Provided entries
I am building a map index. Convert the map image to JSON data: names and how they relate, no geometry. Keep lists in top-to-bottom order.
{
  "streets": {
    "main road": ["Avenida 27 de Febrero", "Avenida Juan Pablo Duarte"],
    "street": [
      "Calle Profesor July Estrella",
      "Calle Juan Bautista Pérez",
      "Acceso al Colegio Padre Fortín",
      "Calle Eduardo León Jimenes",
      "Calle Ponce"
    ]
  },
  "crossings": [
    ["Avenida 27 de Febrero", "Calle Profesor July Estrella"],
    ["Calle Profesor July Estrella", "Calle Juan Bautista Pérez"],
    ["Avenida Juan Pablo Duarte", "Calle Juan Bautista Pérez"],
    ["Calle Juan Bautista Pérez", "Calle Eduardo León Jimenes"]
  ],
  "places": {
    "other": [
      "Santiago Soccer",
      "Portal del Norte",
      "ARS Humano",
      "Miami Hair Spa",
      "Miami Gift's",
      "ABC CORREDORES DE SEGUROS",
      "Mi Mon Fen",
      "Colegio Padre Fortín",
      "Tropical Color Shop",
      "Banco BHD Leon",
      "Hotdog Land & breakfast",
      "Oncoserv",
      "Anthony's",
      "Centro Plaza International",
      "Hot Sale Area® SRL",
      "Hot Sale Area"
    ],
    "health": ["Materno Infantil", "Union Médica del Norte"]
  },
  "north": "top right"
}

What needs to be done
Search the material above for "Norte". Pull out each line where it shows up.

Task response
      "Portal del Norte",
    "health": ["Materno Infantil", "Union Médica del Norte"]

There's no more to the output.